Department of Justice
U.S. Attorney’s Office
Western District of North Carolina

Monday, July 24, 2017

Five Members Of Fraudulent Debt Collection Company Are Sentenced To Prison

CHARLOTTE, N.C. – Five members of a fraudulent debt collection scheme, including the company’s owner and operator, were sentenced today by U.S. District Judge Robert J. Conrad, Jr., to sentences ranging from 42 to 18 months, announced Jill Westmoreland Rose, U.S. Attorney for the Western District of North Carolina.

John A. Strong, Special Agent in Charge of the Federal Bureau of Investigation in North Carolina joins U.S. Attorney Rose in making today’s announcement.

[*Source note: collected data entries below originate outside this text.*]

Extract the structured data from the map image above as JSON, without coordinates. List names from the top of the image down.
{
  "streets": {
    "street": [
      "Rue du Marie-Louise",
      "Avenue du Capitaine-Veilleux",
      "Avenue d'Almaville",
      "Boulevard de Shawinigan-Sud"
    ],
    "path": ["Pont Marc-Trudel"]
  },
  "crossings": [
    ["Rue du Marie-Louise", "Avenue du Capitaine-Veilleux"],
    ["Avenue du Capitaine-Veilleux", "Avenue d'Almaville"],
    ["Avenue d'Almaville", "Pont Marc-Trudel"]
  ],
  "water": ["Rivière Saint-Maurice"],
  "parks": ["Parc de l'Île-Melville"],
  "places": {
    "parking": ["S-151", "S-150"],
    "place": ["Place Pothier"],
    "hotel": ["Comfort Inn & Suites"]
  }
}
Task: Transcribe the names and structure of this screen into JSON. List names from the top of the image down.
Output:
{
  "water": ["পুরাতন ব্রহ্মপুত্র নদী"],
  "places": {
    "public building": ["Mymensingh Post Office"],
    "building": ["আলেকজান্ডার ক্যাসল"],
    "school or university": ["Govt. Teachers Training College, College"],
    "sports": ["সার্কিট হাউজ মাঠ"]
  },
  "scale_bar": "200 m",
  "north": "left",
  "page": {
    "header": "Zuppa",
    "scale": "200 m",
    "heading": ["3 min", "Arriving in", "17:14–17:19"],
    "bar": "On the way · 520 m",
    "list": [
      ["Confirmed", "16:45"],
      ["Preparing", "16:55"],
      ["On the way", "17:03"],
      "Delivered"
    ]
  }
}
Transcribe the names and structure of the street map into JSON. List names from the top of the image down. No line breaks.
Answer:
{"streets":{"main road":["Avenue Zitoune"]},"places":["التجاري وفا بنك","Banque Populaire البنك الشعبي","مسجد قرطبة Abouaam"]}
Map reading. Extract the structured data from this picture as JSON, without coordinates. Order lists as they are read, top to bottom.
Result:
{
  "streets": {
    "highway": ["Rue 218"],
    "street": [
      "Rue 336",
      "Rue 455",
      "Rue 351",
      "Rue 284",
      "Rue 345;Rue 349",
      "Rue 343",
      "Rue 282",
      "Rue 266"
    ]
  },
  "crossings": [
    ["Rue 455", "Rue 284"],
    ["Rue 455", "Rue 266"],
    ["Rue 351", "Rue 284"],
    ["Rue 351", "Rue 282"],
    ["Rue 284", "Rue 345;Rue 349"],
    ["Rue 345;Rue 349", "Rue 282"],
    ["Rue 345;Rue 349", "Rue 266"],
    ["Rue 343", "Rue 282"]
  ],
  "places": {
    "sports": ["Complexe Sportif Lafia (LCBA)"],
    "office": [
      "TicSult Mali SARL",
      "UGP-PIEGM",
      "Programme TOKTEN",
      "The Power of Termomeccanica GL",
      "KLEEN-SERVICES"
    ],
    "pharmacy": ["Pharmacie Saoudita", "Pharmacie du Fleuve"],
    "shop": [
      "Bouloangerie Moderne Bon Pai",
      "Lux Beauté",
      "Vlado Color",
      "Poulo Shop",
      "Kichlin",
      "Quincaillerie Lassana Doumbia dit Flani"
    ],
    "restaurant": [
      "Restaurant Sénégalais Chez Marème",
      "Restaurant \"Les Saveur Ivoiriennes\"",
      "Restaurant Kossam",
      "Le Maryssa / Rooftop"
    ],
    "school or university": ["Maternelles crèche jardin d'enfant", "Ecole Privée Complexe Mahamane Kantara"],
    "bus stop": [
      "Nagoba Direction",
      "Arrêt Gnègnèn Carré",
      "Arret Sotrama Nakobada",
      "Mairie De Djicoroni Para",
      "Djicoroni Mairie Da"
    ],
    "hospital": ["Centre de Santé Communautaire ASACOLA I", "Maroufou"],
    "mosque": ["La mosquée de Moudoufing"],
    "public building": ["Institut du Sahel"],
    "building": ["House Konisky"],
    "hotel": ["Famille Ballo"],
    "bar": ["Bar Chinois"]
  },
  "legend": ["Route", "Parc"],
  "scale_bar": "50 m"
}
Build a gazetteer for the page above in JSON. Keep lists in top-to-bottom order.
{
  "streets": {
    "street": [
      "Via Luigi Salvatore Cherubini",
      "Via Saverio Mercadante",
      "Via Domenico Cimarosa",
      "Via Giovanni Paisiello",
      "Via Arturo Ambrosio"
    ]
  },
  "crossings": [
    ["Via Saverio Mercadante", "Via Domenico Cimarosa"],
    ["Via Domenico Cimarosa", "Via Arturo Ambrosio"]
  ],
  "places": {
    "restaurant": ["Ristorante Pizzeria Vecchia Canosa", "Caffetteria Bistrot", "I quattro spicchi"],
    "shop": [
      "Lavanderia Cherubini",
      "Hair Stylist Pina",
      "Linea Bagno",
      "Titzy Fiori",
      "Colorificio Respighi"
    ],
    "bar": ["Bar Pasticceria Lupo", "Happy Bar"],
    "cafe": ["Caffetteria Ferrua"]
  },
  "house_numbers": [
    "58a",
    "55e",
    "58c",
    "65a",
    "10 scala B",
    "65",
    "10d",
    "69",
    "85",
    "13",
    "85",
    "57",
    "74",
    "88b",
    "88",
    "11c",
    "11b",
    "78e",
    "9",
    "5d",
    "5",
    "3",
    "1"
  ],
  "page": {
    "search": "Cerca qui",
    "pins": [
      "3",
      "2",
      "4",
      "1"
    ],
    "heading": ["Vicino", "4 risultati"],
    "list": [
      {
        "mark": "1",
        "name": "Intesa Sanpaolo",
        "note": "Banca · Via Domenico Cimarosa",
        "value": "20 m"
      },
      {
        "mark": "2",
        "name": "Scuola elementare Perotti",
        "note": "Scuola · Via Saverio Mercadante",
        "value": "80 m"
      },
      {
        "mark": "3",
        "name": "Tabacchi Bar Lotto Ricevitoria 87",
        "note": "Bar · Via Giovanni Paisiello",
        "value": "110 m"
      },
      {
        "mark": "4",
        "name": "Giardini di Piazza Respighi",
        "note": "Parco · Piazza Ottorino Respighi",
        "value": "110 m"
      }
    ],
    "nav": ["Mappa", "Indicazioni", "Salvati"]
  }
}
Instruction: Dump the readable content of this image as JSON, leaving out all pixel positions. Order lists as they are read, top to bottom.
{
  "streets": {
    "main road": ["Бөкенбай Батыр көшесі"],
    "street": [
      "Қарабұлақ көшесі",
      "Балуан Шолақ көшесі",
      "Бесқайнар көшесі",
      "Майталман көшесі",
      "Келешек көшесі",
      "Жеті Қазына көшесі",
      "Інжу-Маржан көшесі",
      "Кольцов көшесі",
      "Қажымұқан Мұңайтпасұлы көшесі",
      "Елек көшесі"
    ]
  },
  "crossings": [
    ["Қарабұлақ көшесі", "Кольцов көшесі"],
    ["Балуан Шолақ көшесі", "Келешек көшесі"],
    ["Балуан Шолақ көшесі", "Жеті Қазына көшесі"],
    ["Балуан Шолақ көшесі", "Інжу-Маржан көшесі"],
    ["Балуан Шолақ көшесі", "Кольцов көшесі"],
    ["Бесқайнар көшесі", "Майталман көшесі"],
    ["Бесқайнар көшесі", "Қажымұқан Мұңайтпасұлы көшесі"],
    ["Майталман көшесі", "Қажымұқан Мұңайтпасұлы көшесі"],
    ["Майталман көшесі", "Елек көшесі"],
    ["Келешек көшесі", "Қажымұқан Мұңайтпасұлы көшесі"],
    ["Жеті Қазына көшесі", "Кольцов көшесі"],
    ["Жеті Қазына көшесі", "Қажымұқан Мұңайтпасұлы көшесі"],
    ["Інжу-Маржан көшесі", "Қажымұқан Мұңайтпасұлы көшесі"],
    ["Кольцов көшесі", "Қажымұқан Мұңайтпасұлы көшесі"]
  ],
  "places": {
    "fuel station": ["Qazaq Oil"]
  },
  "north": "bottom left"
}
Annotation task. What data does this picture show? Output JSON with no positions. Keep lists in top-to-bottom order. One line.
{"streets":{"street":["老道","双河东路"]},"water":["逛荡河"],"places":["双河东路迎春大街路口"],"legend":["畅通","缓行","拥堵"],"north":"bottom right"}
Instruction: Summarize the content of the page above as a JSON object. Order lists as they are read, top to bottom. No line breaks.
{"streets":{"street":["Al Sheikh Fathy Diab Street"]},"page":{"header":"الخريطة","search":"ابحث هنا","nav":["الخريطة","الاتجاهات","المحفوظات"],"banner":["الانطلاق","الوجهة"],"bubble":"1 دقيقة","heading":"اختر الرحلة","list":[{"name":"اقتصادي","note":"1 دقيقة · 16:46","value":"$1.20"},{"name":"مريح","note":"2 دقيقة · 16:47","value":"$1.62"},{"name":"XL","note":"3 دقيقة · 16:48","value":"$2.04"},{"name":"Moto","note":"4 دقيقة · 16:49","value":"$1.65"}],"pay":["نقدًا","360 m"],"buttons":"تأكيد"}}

Cedrick Clark, 36, of Concord, N.C. was sentenced to 42 months; Michael Boughner, 49, of Charlotte, was sentenced to 41 months; Cynthia Martinez, 37, of Charlotte, was sentenced to 36 months; Felicia Shaw, 46, of Gastonia, was sentenced to 24 months; and Humberto Gonzalez, 31, of Charlotte, was sentenced to 18 months. In addition to the prison terms imposed, each defendant was ordered to serve three years of supervised release. A sixth co-defendant, Benjamin Murray, 28, of Charlotte, is currently awaiting sentencing.

According to information contained in filed court documents and today’s sentencing hearings, Clark was the sole owner, operator, and leader of the fraudulent debt collection company operating as Capital Solutions Agency, and/or Berkeley Hughes and Associates, and/or the Vortex Group, collectively “BHA.” Clarks’ five co-conspirators, Boughner, Martinez, Murray, Shaw and Gonzalez served as both collectors and team leaders or supervisors.

According to court records, from November 2011 through May 2015, BHA operated in Mecklenburg County and allegedly defrauded thousands of debtors throughout the United States of approximately $6 million. Using a number of interconnected fraudulent debt collection companies, the co-conspirators executed their scheme to defraud by coercing purported debtors to pay money, some of which was not even owed, by providing false information and using harassing and abusive tactics.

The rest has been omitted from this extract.